German curator Kathleen Smith connected me with Biblical studies professor Michael Penn this summer, in relation to a course he’s teaching this fall on "What Didn't Make It into the Bible?". Now that I’ve gotten the hang of scraping and cleaning data from fanfic sites, it was easy to grab the metadata from the “Bible” fandom on fanfiction.net and the Russian fanfic archive I’ve been working with, and put together a few visualizations for him. (Sadly, the Bible is not a fandom in my Italian fanfic archive.)

Book Haven

Cynthia Haven’s long-running blog needed a few tweaks — one of which was easy, though the other is looking more complicated. In the medium term, I’d like to get it moved onto a centrally-managed and supported environment, rather than being a stand-alone site. I’m hopeful that the changes to how Stanford IT supports content management systems will help make it a smooth transition.

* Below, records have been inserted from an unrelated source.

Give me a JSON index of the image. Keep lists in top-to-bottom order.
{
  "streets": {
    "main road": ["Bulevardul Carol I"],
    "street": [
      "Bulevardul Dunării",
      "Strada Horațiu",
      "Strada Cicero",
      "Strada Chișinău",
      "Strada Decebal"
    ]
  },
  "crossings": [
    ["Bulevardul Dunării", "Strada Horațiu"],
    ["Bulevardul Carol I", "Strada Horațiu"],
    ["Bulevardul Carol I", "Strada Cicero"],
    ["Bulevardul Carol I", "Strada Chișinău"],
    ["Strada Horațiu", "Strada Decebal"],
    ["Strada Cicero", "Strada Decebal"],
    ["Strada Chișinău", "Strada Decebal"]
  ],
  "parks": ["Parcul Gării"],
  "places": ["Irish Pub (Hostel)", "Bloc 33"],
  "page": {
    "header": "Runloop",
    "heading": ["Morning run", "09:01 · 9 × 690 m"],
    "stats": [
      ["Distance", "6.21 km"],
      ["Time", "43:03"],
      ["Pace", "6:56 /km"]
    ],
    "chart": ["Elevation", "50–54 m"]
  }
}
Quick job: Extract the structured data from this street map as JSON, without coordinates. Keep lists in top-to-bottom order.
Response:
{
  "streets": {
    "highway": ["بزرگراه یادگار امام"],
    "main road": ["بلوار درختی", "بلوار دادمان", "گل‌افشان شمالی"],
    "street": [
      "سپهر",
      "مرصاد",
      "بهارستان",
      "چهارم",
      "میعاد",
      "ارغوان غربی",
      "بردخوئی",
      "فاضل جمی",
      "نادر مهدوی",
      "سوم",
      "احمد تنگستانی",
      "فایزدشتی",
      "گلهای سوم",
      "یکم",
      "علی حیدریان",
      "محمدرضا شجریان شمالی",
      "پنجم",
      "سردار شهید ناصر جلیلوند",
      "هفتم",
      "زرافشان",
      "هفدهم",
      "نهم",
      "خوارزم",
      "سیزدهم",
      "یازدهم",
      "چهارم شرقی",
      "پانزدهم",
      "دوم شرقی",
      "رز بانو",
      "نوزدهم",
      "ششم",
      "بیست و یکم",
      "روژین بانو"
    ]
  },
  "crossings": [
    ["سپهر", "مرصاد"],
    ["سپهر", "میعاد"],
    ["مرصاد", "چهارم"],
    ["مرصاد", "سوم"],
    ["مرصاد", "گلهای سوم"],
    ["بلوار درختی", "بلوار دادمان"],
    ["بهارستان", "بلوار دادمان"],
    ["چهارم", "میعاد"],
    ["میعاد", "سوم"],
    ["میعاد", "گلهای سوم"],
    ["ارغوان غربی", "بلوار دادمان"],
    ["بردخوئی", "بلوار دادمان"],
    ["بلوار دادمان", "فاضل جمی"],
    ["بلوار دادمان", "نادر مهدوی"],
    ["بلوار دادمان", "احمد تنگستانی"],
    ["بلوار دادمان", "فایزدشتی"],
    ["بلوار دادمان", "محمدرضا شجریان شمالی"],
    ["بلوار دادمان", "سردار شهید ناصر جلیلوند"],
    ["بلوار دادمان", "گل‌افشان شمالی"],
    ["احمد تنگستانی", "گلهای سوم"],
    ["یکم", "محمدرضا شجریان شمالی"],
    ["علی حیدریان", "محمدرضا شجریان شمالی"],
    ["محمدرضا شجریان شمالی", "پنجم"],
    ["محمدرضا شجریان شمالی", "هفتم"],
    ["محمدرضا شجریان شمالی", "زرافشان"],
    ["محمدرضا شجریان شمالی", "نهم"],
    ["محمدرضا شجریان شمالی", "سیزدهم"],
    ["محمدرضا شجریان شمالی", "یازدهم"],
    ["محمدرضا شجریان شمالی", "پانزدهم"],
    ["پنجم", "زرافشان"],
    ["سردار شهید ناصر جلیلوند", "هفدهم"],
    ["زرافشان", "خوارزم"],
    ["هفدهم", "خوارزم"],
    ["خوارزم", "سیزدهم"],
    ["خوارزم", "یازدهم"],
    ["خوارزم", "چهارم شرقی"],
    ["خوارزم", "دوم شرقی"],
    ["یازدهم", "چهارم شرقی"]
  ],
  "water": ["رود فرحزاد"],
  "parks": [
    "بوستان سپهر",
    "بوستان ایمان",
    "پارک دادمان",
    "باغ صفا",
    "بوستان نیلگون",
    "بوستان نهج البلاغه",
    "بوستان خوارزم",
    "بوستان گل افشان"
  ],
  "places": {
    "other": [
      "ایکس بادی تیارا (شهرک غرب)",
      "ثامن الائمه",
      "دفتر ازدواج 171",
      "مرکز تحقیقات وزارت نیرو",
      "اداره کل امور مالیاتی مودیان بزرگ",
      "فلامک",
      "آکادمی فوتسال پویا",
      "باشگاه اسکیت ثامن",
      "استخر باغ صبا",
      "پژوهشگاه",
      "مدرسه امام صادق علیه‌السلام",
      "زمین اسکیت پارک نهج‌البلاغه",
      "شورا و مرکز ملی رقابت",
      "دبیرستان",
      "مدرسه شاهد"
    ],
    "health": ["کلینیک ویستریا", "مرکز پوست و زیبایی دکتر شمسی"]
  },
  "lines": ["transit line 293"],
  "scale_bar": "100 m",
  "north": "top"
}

Machine learning + medieval

By the time I got involved with the Center for Medieval and Early Modern Studies (CMEMS) group last year, they’d already booked all the talks for the academic year. This time, I’m looking forward to being on campus on more Wednesdays for CMEMS lunch talks, and I’ll be giving one on my birthday in the spring. I’d like to try out some machine learning on the handwriting of the Old Novgorod birchbark letters (which might have some value as a library AI experiment as well), but I’ve still got most of the year to sort it out.

One of my most exciting (re)discoveries of the summer was Transkribus. It didn’t seem that relevant to me when I first encountered it as a transcription environment, but new machine learning models that they’ve released for Fraktur and medieval Slavic manuscripts get truly magical results. I demo them every chance I get, and I think they could have a transformative impact on collections with a lot of these materials.

Workshops

CIDR doesn’t run its workshop series over the summer, but at the beginning of September, I was at Princeton for a few days co-teaching the technical hands-on workshops at a Slavic DH event we co-organized with them. This year’s focus on images was less relevant for Stanford’s Slavic faculty and grad students, but I’ll be reusing some of the materials in CIDR workshops later this year. The Slavic DH event also introduced me to a number of folks interested in joining the Russian NLP research unit, and it’ll be great to have their perspectives and experiences in that group.

Writing

My tutorial on Jupyter Notebooks for Programming Historian is currently in review, after a substantive rewrite during the summer. I’m pretty pleased with the new version, which incorporates some Italian Harry Potter fanfic metadata. Once this tutorial is out, I plan to use it as a prerequisite for more language-specific text analysis tutorials.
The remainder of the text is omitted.